──────── Available data ────────

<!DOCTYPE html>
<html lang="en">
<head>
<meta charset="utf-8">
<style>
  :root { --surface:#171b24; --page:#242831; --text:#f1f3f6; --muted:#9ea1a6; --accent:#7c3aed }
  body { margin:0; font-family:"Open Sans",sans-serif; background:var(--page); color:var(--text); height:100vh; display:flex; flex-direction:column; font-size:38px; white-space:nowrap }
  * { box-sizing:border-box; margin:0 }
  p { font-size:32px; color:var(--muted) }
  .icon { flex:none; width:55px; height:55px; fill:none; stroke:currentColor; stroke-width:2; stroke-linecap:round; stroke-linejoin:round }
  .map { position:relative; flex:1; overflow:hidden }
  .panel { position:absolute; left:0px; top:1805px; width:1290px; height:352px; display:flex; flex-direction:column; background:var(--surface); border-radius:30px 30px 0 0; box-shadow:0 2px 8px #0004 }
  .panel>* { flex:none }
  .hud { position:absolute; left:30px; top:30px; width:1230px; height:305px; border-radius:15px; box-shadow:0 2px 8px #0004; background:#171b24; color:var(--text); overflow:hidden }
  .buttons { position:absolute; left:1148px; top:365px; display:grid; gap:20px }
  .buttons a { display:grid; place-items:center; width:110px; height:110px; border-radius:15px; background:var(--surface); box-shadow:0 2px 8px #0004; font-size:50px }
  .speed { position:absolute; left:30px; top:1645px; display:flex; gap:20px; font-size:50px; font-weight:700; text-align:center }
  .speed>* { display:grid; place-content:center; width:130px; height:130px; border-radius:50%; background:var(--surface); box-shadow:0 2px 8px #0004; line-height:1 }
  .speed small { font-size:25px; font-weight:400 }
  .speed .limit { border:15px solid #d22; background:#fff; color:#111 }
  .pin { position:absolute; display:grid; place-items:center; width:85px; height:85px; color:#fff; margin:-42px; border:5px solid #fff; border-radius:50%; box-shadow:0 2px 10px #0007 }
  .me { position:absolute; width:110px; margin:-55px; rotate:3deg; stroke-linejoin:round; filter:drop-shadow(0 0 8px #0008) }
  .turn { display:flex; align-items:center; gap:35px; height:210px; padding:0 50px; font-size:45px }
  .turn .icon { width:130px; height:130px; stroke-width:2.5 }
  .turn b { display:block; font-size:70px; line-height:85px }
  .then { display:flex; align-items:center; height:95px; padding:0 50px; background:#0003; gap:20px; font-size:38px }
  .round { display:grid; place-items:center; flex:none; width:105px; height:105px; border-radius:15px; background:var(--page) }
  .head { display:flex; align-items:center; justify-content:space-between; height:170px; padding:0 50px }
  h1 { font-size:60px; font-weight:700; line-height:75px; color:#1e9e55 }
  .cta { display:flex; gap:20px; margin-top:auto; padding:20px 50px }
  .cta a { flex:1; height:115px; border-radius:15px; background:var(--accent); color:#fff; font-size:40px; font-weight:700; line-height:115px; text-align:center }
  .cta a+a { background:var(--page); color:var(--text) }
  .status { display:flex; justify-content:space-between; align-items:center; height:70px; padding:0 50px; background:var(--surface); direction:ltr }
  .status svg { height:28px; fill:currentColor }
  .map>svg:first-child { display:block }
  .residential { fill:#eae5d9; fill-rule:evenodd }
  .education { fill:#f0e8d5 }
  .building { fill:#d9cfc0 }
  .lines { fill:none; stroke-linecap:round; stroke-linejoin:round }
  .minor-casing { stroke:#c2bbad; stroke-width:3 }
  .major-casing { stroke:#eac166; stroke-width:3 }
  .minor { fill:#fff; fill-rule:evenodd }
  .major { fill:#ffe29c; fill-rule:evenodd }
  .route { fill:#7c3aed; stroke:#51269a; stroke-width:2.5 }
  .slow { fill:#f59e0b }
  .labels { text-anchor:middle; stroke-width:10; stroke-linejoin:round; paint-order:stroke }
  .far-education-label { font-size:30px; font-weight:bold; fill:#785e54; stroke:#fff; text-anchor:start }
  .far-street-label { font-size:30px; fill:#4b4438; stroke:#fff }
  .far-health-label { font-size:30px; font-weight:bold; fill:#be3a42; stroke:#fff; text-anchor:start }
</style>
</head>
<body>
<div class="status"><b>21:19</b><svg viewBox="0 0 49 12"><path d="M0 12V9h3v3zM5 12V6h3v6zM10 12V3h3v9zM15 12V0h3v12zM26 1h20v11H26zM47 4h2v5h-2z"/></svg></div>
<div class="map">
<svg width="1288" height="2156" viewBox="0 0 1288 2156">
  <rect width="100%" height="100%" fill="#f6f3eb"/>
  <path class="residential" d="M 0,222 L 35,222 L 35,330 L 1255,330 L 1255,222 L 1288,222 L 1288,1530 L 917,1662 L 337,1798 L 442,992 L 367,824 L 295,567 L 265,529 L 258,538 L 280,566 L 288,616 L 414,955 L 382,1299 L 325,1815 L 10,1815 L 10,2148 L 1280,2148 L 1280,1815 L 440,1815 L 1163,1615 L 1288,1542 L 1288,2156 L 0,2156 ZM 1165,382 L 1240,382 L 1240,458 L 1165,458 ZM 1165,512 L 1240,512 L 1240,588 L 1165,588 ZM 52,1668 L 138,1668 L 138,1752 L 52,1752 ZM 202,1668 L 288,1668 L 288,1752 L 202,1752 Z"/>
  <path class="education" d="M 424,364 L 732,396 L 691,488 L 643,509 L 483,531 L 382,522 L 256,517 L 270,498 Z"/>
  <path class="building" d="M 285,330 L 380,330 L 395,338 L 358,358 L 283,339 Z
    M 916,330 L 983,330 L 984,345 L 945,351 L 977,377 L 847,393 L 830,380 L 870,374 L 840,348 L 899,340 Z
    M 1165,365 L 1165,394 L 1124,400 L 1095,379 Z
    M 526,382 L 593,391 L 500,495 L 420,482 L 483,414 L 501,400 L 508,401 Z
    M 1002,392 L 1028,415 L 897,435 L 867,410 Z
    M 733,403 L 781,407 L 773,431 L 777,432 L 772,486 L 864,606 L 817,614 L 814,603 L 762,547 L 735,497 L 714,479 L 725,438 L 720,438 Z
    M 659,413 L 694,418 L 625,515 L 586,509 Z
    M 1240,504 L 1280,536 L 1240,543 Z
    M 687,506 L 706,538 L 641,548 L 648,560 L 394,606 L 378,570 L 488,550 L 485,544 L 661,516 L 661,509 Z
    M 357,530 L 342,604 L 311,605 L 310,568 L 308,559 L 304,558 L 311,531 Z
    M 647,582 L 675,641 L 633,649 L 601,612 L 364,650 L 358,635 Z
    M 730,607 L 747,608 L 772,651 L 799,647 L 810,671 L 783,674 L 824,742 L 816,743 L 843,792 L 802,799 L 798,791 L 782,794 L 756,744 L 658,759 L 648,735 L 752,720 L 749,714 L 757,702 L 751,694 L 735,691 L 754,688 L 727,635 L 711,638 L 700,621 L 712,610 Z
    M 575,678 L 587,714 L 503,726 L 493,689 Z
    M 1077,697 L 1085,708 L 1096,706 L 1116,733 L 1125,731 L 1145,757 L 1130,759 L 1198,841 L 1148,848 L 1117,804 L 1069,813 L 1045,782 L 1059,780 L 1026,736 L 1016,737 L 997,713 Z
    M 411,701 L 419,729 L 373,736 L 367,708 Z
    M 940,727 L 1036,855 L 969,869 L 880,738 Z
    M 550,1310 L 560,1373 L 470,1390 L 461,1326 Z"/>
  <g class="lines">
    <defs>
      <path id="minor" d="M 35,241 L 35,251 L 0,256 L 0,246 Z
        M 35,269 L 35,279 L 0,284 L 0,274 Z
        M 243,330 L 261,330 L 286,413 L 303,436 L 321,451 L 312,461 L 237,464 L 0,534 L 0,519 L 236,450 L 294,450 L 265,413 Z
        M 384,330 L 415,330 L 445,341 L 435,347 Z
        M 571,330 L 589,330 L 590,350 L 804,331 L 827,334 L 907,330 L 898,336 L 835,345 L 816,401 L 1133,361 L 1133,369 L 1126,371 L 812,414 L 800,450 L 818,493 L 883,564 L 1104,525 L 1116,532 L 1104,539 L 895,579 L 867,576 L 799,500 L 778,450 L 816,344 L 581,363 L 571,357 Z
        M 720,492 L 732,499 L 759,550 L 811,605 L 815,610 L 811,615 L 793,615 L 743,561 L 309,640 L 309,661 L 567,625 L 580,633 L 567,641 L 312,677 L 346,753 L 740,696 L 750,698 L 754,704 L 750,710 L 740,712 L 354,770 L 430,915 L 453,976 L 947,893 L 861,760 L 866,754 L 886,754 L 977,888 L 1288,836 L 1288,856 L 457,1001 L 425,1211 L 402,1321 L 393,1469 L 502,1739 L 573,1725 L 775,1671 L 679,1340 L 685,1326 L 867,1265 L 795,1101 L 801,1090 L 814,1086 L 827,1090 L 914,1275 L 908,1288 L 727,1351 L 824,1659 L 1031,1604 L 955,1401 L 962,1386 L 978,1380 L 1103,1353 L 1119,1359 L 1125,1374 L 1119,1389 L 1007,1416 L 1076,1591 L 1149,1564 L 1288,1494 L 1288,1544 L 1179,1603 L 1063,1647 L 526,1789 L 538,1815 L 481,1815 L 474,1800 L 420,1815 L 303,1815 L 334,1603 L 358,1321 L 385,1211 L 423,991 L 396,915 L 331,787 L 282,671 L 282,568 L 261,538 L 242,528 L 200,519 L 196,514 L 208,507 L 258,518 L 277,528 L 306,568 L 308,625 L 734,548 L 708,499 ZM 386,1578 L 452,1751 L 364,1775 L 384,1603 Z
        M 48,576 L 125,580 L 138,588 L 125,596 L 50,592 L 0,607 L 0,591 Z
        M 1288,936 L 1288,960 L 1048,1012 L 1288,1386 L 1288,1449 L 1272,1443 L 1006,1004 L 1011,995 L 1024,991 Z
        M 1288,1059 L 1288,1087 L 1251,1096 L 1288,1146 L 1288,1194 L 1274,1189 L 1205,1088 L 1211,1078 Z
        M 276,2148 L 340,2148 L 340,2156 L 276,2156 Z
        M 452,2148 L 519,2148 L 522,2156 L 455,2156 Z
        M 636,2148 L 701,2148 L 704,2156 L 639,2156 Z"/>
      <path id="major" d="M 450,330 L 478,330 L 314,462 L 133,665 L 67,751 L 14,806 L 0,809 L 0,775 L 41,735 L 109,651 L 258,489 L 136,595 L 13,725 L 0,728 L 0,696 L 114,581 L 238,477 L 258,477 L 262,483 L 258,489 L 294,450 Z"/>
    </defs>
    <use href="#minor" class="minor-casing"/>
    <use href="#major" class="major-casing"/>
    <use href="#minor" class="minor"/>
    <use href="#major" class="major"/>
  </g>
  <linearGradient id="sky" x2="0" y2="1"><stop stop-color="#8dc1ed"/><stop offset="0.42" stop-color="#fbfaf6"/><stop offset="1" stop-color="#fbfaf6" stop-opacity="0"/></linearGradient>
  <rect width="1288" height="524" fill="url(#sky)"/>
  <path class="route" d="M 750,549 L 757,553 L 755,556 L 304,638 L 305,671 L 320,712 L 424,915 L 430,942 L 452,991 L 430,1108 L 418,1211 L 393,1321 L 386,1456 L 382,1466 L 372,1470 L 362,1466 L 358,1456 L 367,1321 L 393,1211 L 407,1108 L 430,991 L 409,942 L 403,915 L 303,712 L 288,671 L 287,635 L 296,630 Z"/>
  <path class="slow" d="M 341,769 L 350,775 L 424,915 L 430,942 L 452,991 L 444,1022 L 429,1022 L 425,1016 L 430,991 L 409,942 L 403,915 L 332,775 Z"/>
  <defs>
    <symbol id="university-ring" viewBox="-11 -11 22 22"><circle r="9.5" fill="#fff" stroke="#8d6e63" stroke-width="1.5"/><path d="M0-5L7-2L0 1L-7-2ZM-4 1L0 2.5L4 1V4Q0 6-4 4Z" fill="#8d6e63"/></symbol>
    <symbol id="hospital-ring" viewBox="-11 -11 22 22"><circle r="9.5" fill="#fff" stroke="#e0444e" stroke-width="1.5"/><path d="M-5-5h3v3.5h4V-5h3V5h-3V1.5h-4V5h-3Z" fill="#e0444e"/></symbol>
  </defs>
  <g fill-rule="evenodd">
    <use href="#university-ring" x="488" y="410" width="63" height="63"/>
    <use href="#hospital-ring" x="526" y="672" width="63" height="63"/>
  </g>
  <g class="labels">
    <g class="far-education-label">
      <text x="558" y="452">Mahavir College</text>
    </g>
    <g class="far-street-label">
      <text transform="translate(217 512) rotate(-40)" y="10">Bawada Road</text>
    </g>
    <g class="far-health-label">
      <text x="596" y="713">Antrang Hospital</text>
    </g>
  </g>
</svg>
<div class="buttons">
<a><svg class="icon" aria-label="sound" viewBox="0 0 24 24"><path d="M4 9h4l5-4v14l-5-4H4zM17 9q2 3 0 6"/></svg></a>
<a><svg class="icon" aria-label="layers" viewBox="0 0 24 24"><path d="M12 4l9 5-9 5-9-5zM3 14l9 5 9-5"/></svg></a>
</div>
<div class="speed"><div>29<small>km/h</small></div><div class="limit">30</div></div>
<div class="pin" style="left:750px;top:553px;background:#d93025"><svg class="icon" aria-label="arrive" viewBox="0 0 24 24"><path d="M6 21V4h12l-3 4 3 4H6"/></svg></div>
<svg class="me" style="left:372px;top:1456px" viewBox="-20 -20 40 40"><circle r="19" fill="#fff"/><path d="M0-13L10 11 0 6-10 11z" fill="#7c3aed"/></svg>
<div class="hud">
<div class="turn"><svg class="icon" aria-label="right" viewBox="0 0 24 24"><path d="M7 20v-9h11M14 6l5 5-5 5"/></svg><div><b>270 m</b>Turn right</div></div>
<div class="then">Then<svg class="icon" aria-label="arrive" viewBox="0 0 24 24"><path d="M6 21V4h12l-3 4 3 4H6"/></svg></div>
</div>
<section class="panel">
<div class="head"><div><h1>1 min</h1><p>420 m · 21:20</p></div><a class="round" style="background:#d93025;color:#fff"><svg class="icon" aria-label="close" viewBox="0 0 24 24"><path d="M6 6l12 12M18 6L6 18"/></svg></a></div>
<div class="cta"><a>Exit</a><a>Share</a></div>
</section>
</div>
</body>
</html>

────────

Your objective: Check each line above for the string "turn" and copy those that have it.

Answer box:
  .turn { display:flex; align-items:center; gap:35px; height:210px; padding:0 50px; font-size:45px }
  .turn .icon { width:130px; height:130px; stroke-width:2.5 }
  .turn b { display:block; font-size:70px; line-height:85px }
<div class="turn"><svg class="icon" aria-label="right" viewBox="0 0 24 24"><path d="M7 20v-9h11M14 6l5 5-5 5"/></svg><div><b>270 m</b>Turn right</div></div>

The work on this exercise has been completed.